Metro November 14, 2017

Summertime Scorcher

The Valley's real estate market heats up

This summertime, the living was easy for Treasure Valley home sellers. Most houses sold quickly, often after receiving competing offers—often above asking price—after a day or two on the market.

But for home buyers, the combination of record-high prices and the lowest inventories in a decade made for a tough market.

Jill Giese, a Keller Williams Realty of Boise agent who works mostly in Boise’s North End, said she preps her home shoppers for a frustrating and sometimes grueling process. “I’ve been telling buyers that the only price negotiating we’re doing right now is negotiating up,” Giese said.

The Ada County median home price—or point where half of homes sell for more and half for less—climbed to nearly $274,000 in June, up 8.7 percent from June 2016, according to the Intermountain Multiple Listing Service. The median price in Canyon County jumped 12.4 percent to $184,000 in that time as more home buyers found themselves priced out of Boise, Eagle and Meridian and looked west.

Jere Webb, an agent for Downs Realty, does most of his work in Eagle, where homes sold in June for a median price of nearly $423,000. With offers coming in fast and furious, Webb coaches his buyers to get pre-approved before making offers and to be ready to pounce when listings hit the market. The ability to make cash offers helps.

“You have to have your ducks in a row,” Webb said.

How much is the market tilted toward sellers? Giese has had buyer clients make seven or eight offers before landing a house. Meanwhile, she’s represented several sellers that received 10 or more offers on their homes.

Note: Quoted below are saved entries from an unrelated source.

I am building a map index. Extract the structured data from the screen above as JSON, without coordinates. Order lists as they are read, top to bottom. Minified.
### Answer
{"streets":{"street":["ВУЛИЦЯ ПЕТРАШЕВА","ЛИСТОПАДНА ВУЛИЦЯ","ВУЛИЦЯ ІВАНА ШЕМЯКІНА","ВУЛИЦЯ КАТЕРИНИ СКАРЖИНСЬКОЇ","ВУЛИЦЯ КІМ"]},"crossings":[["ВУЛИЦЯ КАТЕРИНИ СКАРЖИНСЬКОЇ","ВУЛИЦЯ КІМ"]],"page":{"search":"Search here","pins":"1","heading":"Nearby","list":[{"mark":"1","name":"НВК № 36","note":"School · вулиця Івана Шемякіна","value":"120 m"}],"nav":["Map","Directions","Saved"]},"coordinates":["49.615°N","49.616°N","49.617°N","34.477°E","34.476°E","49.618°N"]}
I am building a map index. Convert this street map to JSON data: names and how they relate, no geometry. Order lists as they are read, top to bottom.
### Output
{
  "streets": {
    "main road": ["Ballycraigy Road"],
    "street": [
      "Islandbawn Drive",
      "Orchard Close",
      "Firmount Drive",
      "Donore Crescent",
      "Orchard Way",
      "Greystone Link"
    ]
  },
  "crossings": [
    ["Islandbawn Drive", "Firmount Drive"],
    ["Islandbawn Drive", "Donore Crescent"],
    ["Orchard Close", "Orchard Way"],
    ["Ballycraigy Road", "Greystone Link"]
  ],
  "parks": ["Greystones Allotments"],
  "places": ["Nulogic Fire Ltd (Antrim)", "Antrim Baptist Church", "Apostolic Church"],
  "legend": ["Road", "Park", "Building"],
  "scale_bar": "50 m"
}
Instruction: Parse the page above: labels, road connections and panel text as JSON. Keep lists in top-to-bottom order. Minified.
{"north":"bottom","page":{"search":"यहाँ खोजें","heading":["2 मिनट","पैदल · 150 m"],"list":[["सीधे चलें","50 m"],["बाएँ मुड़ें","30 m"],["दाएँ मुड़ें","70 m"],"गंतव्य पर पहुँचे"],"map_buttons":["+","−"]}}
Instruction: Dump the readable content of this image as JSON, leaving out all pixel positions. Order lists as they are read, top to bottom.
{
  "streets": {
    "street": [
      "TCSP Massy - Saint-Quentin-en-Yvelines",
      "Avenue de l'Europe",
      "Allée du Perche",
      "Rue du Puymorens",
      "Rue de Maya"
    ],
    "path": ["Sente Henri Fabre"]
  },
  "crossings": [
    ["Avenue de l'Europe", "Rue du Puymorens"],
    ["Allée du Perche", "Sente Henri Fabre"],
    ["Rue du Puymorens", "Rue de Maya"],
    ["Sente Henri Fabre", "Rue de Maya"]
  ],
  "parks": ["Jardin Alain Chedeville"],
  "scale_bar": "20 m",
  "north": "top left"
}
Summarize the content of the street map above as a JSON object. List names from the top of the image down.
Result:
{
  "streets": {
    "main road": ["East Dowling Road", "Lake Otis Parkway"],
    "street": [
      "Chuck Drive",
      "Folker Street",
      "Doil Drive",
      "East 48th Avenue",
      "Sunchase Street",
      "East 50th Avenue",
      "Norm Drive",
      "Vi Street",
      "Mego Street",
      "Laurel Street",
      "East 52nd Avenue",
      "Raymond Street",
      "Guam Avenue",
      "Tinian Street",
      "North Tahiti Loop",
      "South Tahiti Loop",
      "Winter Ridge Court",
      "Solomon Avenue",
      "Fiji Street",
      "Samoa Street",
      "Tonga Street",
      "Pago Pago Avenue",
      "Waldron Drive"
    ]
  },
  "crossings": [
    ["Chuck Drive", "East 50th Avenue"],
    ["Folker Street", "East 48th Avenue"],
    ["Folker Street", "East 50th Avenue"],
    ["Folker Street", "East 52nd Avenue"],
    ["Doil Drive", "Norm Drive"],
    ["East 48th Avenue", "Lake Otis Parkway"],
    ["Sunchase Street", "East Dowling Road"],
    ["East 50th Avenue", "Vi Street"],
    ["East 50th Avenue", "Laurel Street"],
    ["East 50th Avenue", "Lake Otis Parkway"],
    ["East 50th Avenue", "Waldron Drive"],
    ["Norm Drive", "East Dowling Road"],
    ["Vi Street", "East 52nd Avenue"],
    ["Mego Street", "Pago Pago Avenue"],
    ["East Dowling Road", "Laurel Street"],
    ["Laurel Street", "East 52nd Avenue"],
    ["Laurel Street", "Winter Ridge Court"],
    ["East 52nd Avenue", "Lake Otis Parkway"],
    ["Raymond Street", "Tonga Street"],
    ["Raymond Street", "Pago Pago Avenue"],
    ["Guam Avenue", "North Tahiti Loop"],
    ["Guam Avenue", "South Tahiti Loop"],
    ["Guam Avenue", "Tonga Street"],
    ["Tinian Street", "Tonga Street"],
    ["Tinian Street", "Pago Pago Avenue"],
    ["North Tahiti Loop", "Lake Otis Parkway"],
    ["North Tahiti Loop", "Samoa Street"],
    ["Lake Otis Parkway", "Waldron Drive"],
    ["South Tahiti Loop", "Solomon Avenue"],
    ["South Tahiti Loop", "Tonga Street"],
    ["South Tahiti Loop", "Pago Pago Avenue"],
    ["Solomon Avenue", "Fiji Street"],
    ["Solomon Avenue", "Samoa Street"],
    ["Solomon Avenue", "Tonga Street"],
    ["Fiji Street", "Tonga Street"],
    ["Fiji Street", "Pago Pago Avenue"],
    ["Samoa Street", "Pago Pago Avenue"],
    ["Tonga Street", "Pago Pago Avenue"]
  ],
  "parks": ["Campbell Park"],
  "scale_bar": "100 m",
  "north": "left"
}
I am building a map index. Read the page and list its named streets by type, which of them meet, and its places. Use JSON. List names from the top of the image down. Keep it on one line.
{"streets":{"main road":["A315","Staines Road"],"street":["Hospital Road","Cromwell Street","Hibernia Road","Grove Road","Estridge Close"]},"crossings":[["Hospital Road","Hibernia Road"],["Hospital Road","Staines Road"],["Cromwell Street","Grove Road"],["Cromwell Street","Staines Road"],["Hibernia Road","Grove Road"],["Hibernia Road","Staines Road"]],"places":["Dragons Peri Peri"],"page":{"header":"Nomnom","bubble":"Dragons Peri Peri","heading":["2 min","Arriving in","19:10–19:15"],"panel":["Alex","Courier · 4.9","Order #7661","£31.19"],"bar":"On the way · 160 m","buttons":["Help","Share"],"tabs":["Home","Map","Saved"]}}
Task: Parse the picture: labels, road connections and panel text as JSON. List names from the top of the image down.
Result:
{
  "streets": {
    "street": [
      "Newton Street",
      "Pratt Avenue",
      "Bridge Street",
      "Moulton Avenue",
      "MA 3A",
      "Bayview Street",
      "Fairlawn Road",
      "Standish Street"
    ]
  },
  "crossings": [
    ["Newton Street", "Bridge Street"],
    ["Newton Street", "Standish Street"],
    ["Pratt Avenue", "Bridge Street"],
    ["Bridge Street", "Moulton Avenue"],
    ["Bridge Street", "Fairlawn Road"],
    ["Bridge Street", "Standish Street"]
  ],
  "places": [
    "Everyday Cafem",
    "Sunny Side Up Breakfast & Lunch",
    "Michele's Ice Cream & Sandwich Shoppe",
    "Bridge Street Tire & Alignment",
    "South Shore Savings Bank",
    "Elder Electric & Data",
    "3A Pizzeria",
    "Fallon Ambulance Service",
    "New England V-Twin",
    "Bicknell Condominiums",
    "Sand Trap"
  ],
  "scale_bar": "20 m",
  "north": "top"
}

Giese clients Nadine and Scott Carter were looking for a home with space to build a “Garage Majal,” a four-car garage that the 33-year-olds could store their bikes, beer brewing equipment, rafts, fishing gear and accessories for showing standard poodles. Nadine, a nurse practitioner at St. Luke’s Health System, and Scott, a software developer for iVinci Health, also wanted to build an apartment on top of the garage.

Nadine Carter said the couple wanted to spend less than $400,000 but found most homes in that price range needed expensive work. They wound up looking at homes priced up to $500,000 and, after being outbid on their first offer, bought a North End home after offering $20,000 more than the asking price.

“It was very frustrating because what’s available on the market is so limited,” Nadine Carter said. “Anything in decent shape is $450,000 or $500,000, where five years ago it was maybe $250,000.”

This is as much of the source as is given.